Sneaky Bits, by default, uses “invisible times” (U+2062) as 0, or “” (it’s invisible), and for binary 1 it uses “invisible plus” (U+2064), or “” (it’s also invisible here).
The two characters that are used are configurable.
To give a basic example, the letter A, is U+0041
which is:
0 1 0 0 0 0 0 1
.
Now, if we convert this to Sneaky Bits
, using the two invisible characters we get:
U+2062 U+2064 U+2062 U+2062 U+2062 U+2062 U+2062 U+2064
Which in hex is:
E2 81 A2 E2 81 A4 E2 81 A2 E2 81 A2 E2 81 A2 E2 81 A2 E2 81 A2 E2 81 A4
Or in binary:
11100010 10000001 10100010 11100010 10000001 10100100 11100010 10000001 10100010 11100010 10000001 10100010 11100010 10000001 10100010 11100010 10000001 10100010 11100010 10000001 10100010 11100010 10000001 10100100
The neat thing is that this can be used to convert any Unicode code points, not just ASCII. For example here we decode some traditional Chinese characters and an emoji:
Pretty cool.
It’s obviously quite wasteful, but the goal is to highlight that an adversary can use arbitrary encoding schemes to hide data.
Smuggling hidden data and instructions in and out of applications is a threat to be aware of.
Adversaries can smuggle data into applications, e.g. consider phishing attacks and “text salting”
When it comes to LLMs, Unicode Tags are often directly interpreted as instructions. But even for the other scenarios, one can prompt the LLM to decode/encode accordingly during a prompt injection attack or leverage tool invocations to reliably handle invisible Unicode code points.
A quick reference to ANSI Escape codes, where I showed how Gemini with Code Execution can easily handle more complex scenarios, and LLM capabilities will just improve over time.
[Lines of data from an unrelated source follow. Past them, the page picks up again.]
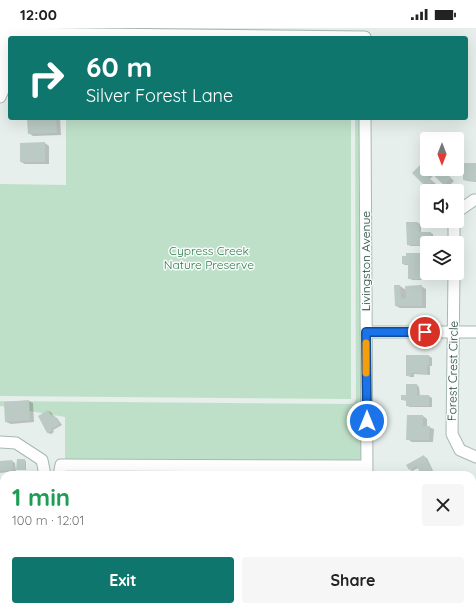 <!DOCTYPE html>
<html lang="en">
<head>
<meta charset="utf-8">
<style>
	:root { --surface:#fff; --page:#f6f6f6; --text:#222; --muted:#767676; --accent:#0f766e }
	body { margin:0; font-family:Quicksand,sans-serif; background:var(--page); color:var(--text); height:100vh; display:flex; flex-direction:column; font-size:15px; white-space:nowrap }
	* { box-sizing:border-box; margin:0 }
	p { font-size:13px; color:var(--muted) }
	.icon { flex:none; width:22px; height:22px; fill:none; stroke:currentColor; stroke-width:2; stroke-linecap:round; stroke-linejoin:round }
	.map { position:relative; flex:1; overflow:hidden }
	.panel { position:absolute; left:0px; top:443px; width:476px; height:140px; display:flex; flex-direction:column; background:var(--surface); border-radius:12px 12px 0 0; box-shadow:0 4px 16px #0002 }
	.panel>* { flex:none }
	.guide { position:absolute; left:8px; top:8px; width:460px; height:84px; border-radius:4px; box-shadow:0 4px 16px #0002; background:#0f766e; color:#fff; overflow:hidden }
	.needle { width:26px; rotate:180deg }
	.tools { position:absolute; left:420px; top:104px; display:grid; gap:8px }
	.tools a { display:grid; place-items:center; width:44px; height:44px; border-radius:4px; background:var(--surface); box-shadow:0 4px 16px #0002; font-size:20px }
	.pin { position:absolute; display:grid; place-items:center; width:34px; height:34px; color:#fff; margin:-17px; border:2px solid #fff; border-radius:50%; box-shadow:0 1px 4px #0007 }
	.me { position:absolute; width:44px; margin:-22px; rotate:0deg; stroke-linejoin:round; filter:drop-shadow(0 0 3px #0008) }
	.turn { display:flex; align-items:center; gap:14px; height:84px; padding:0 12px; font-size:18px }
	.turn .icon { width:52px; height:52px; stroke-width:2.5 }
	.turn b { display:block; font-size:28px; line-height:34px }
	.round { display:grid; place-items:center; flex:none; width:42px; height:42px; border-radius:4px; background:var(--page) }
	.headline { display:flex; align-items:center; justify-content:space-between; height:68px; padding:0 12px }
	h1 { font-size:24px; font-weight:700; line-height:30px; color:#1e9e55 }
	.action { display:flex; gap:8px; margin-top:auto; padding:8px 12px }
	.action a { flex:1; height:46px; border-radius:4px; background:var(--accent); color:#fff; font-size:16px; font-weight:700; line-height:46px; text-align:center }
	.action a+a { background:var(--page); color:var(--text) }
	.status { display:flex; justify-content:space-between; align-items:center; height:28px; padding:0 20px; background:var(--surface); direction:ltr }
	.status svg { height:11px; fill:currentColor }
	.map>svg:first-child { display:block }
	.green { fill:#bfe0c8 }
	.shadow { fill:#0003 }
	.building { fill:#bbcac4 }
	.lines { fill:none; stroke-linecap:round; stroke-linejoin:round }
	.minor-casing { stroke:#a8b8b2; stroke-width:13 }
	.minor { stroke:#fff; stroke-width:11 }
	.route-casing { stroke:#114b97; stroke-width:10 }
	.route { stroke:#1a73e8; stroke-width:7 }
	.slow { stroke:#f59e0b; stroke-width:7 }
	.labels { text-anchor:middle; stroke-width:3; stroke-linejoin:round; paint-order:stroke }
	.park-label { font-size:12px; fill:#2d7a4b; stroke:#f7fbf9 }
	.street-label { font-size:12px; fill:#24423a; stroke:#f7fbf9 }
</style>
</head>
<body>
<div class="status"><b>12:00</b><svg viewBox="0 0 49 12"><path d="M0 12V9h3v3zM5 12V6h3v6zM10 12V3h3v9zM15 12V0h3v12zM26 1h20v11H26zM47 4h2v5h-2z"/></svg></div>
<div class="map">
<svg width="476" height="583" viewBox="0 0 476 583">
	<rect width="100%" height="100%" fill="#e6efeb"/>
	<path class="green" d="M66 90H351V371L0 368V156L66 157Z
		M355 90H360L361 432 65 431V389L0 378V373L351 376 354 375 356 371Z
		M113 443 361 444V447H113Z
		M120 579H360V583H120Z"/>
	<path class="shadow" d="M28 90H60L61 107 33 108 29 105Z
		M45 115 49 118V136H25L21 134Z
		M427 131V141H442L454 153 448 159 444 157 434 147 430 151 437 157 432 162 428 159 413 145Z
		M476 136V154L467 153 464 152Z
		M418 195 421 196V205H431L433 206 434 215H427V218H411L408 217Z
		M427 226V237H424V240H422V252H412L409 250V237H405L403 236Z
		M400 258 406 262 421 258 426 261V280H400L396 278Z
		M429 328 432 330V338H430V347L414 346V349H410L407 347Z
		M417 357 419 359 420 368H429L432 370V379H410L407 378V373L402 372 407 368Z
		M29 373 33 375 34 394 11 396 6 394Z
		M48 383 51 384 54 389 57 390 62 397 53 402 54 404 51 406 48 405 43 396Z
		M408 388H423L427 391V399H429L434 401 433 414H412L407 411Z
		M424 429 427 430 435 447H422L418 440 412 443 410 442Z
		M17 432 26 433V442H18Z
		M12 433 15 435 16 443 0 445V434Z
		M472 458H476V474H472Z
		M0 577H4V579H11L12 583H0Z"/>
	<path class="building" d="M27 90H56L57 105 28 106Z
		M45 114V134H20V115Z
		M427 130V141H441L451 150 444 157 430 144 427 148 433 154 427 160 412 145Z
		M463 135H476V153L463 152Z
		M406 194H418L419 204H431V215H427V217H407Z
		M406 225H427V236H422V239H420V251H408V236H402V228H406Z
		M394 257H400L401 271 406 270 405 258 422 257V278H395Z
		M406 327H429V337H427V346L411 345V348H406Z
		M406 356H417V367H429V378H406V372H401V367H406Z
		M29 372 30 392 5 394 4 374Z
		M48 382 52 389 54 387 60 396 51 401 52 403 47 405 38 388Z
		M407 387H423V398H430L429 412H406Z
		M424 427 434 447H421L417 438 409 442 406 437Z
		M17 431H25V442H16Z
		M12 432 13 442 0 443V433Z
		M0 456H4V470L0 471Z
		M472 457H476V466H474V473H472Z
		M4 500V517L0 518V501Z
		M4 525V542L0 544V526Z
		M472 547H476V570H472Z
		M0 576H4V579H8V583H0Z
		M23 579H34L36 583H17V581Z"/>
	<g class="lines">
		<defs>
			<path id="minor" d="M5 5 365 9
				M0 69 5 58V0
				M365 90 367 447
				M457 184 474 172H476
				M454 193V215
				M454 245 452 406 460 422 476 429
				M366 304H476
				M0 414 16 415 42 432 45 447
				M59 447 61 437 367 438
				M0 487H4
				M0 560 4 558
				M365 583V579"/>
		</defs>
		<use href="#minor" class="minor-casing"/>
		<use href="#minor" class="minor"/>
	</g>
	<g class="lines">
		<defs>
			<path id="route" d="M367 393 366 304H425"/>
		</defs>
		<use href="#route" class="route-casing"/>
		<use href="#route" class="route"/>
		<path class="slow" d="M366 315V345"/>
	</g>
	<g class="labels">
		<g class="park-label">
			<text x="209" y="227">Cypress Creek<tspan x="209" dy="14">Nature Preserve</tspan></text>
		</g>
		<g class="street-label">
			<text transform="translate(366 233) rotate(-90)" y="4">Livingston Avenue</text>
			<text transform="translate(453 343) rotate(-89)" y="4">Forest Crest Circle</text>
		</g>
	</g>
</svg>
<div class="tools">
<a><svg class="needle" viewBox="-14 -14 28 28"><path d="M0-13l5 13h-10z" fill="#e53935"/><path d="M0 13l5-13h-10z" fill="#767676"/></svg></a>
<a><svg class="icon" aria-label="sound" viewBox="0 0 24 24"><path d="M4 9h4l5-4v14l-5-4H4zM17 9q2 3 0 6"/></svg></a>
<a><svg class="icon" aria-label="layers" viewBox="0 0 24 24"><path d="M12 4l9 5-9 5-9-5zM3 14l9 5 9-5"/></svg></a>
</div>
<div class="pin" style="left:425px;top:304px;background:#d93025"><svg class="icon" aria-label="arrive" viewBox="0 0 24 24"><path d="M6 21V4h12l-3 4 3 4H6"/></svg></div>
<svg class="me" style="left:367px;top:393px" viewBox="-20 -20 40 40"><circle r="17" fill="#1a73e8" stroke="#fff" stroke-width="3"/><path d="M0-11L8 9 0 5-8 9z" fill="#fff"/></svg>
<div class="guide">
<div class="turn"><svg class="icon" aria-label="right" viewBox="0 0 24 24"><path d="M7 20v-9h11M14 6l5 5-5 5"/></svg><div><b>60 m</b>Silver Forest Lane</div></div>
</div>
<section class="panel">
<div class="headline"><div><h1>1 min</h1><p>100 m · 12:01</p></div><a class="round"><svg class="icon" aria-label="close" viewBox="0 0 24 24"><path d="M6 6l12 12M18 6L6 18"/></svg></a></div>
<div class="action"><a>Exit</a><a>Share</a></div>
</section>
</div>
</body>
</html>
Similar to the initial ASCII Smuggling
, the attacks and impact remain the same.
ASCII Smuggler has the “Decode from URL” option, in case you are dealing with a URL Encoded URL that contains hidden characters.
Here are a few steps that can help mitigate and/or fundamentally prevent this threat:
Although, the analysis focuses on LLM Apps and Agents, the problem with invisible characters extends far beyond AI systems.
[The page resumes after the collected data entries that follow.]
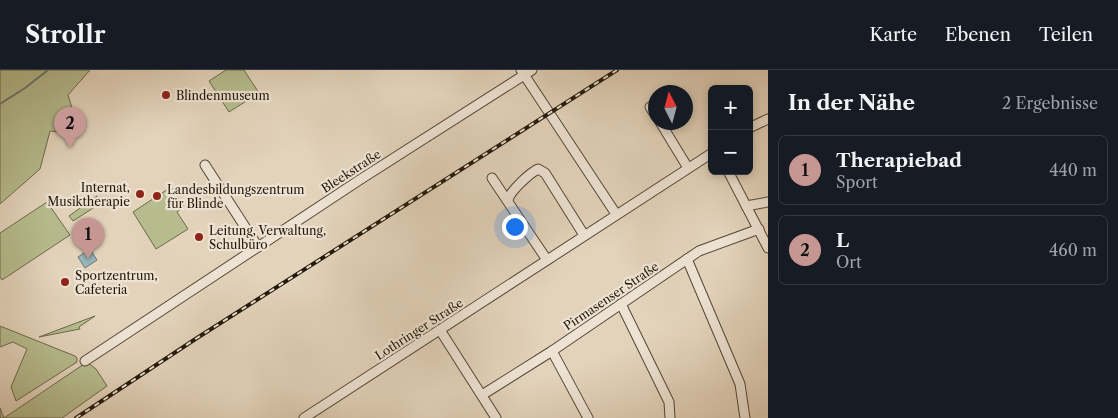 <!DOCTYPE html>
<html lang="de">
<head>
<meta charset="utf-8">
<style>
  :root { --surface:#171b24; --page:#242831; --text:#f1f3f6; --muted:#9ea1a6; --line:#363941; --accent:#c59692 }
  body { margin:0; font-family:"Libre Caslon Text",serif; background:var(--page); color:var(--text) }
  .controls { position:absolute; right:15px; top:15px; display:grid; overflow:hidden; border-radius:8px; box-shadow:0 2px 8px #0003 }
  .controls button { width:45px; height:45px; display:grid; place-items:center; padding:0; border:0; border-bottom:1px solid var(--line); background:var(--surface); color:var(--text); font:25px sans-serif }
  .compass { position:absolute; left:648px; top:15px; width:45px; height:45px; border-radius:50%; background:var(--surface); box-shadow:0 2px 8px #0003; rotate:354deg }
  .you { position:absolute; left:514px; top:156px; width:18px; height:18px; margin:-12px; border:4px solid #fff; border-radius:50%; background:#1a73e8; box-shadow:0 0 0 8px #1a73e833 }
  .badge { display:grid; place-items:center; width:32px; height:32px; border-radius:50%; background:var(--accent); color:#111; font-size:16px; font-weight:700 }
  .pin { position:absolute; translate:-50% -41px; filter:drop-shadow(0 1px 2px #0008) }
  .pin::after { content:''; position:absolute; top:26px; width:18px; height:15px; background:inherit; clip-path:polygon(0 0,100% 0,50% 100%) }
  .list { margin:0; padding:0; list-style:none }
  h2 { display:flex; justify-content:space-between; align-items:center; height:65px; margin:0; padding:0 20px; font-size:21px }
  h2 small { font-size:16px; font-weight:400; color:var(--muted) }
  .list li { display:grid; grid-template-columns:32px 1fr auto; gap:15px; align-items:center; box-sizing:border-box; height:70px; margin:0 10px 10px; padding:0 10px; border:1px solid var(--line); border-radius:8px }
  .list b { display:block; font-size:19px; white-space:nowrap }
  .list p { margin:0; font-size:16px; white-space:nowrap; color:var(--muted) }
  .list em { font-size:16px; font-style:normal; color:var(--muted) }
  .map { position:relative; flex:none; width:768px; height:348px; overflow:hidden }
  header { display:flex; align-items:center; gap:30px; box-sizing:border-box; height:70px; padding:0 25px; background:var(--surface); border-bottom:1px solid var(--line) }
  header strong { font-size:24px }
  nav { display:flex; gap:28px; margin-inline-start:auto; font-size:18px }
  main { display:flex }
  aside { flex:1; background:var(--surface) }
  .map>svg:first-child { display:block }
  .green { fill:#b6bc8e; stroke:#6c6a4c }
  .water { fill:#97b6b9; stroke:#697773 }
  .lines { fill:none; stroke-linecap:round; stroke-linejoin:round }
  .stream { stroke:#697773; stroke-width:2 }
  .minor-casing { stroke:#534836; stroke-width:11 }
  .minor { stroke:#ede2d3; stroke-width:9 }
  .rail-casing { stroke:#23190a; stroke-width:4 }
  .rail { stroke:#ede2d3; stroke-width:2; stroke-dasharray:5.5; stroke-linecap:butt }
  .poi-dot { fill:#8f2418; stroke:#ede2d3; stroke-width:2 }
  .labels { text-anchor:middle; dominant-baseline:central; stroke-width:4.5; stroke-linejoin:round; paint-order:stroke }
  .poi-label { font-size:12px; fill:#23190a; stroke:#ede2d3; text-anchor:start }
  .street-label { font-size:12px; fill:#23190a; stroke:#ede2d3 }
</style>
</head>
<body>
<header>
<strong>Strollr</strong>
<nav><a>Karte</a><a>Ebenen</a><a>Teilen</a></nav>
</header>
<main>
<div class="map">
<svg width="768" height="348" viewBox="0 0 768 348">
  <rect width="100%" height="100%" fill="#e3d3bb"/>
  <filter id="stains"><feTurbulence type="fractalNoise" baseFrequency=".004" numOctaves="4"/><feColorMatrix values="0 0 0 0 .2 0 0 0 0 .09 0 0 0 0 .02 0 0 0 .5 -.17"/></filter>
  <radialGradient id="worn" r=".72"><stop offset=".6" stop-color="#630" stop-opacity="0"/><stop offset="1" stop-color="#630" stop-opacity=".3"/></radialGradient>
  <g class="green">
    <path d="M0 0H90L68 25 80 65 50 61 40 99 0 134Z"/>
    <path d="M226 0H244L259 23 229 42 209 11Z"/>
    <path d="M171 117 184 137 177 142 188 159 156 179 133 142Z"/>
    <path d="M97 126 101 133 73 151 69 146Z"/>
    <path d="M47 132 70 165 2 210 0 207V163Z"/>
    <path d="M95 246 79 257 80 259 39 267Z"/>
    <path d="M0 256 75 286 77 288V292L16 331 11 317 27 279 13 272 0 277Z"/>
    <path d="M87 292 96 299 107 316 62 348H0V338L4 348Z"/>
  </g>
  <path class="water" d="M90 179 97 190 85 198 78 187Z"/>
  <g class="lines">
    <path class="stream" d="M0 34 25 18 48 0"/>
    <defs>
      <g id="minor">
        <path d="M521 0 616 144"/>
        <path d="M650 37 656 46"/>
        <path d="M660 52 688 98"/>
        <path d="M749 58 768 49"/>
        <path d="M205 95 258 177"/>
        <path d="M728 101 768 178"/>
        <path d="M492 108 547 190"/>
        <path d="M508 130C510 121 530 103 538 99L545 103 584 165"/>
        <path d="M746 136 768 132"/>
        <path d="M687 189 740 314 745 348"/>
        <path d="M621 234 669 332 670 348"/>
        <path d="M440 260 496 348"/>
        <path d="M552 281 588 348"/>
        <path d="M85 291 361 109 532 0"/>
        <path d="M482 325 552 281 699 181 759 159"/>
        <path d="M304 348 712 83"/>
      </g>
    </defs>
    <use href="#minor" class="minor-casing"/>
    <use href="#minor" class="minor"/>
    <defs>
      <path id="rail" d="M76 348 197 268 617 0"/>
    </defs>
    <use href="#rail" class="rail-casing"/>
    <use href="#rail" class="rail"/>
  </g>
  <g class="poi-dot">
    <circle cx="166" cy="25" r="5"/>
    <circle cx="140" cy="124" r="5"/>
    <circle cx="157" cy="126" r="5"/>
    <circle cx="199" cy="167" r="5"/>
    <circle cx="65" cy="212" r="5"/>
  </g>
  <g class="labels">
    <g class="poi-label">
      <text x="176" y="25">Blindenmuseum</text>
      <text x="130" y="117" text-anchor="end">Internat,<tspan x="130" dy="14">Musiktherapie</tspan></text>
      <text x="167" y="119">Landesbildungszentrum<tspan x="167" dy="14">für Blinde</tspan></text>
      <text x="209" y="160">Leitung, Verwaltung,<tspan x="209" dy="14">Schulbüro</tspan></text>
      <text x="75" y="205">Sportzentrum,<tspan x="75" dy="14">Cafeteria</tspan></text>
    </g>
    <g class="street-label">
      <text transform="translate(351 101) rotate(-33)">Bleekstraße</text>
      <text transform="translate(611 226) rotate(-34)">Pirmasenser Straße</text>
      <text transform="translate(419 259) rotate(-33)">Lothringer Straße</text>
    </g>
  </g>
  <rect width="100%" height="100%" filter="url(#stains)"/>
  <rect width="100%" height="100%" fill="url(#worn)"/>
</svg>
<div class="controls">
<button>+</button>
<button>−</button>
</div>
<svg class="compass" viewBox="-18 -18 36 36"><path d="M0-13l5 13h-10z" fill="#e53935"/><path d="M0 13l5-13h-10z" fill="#9ea1a6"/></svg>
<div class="you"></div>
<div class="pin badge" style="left:88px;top:189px">1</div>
<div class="pin badge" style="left:70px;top:78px">2</div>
</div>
<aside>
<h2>In der Nähe<small>2 Ergebnisse</small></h2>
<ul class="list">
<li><span class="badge">1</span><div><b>Therapiebad</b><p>Sport</p></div><em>440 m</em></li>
<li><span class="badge">2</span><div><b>L</b><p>Ort</p></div><em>460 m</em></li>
</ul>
</aside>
</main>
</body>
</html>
ASCII Smuggler can handle Variant Selectors
(via the direct ASCII mapping), and also Sneaky Bits
. I also added an optional “debug” mode as well as “auto-decode”.
The updated tool is here.
The core functionality of the original ASCII Smuggler is the default, additionally it will decode and highlight other invisible characters. So, try it out and have fun learning about this.
The more powerful LLMs become the more reliable such encoding schemes will become. Even now with in-context learning and reasoning, some models can already perform these encoding/decoding tasks without tool use.
When inspecting arbitrary text it is not unlikley that you might encounter a few hidden characters, as some Variant Selectors for instance are used to in emojis, or text directional characters (like right-to-left mark, etc.) are used in certain languages to control text flow.
Also, there are probably other invisible characters that are not in the tool.
Cheers.
Here is a prompt I was experimenting with for encoding a text using Sneaky Bits (with invisible times and invisible plus characters). This works with ChatGPT 4.5 with Code Interpreter, and gives somewhat mixed results without tools with ChatGPT and Grok. Possibly more in-context learning can help.
Using the invisible times character "" (U+2062) to represent 0 and the invisible
plus character "" (U+2064) to represent 1, encode the input text
"Trust No AI - Johann was here" into UTF-8 binary notation. Replace each 0 in the
binary sequence with "" and each 1 with "". For example, the text "hello"
would be encoded as in this system.
Output the result by printing "OUTPUT: " followed by the sequence of invisible
characters representing the UTF-8 binary encoding of the input text. Ensure the
encoding process is accurate and thorough, converting each character of the input
text to its UTF-8 binary form step-by-step.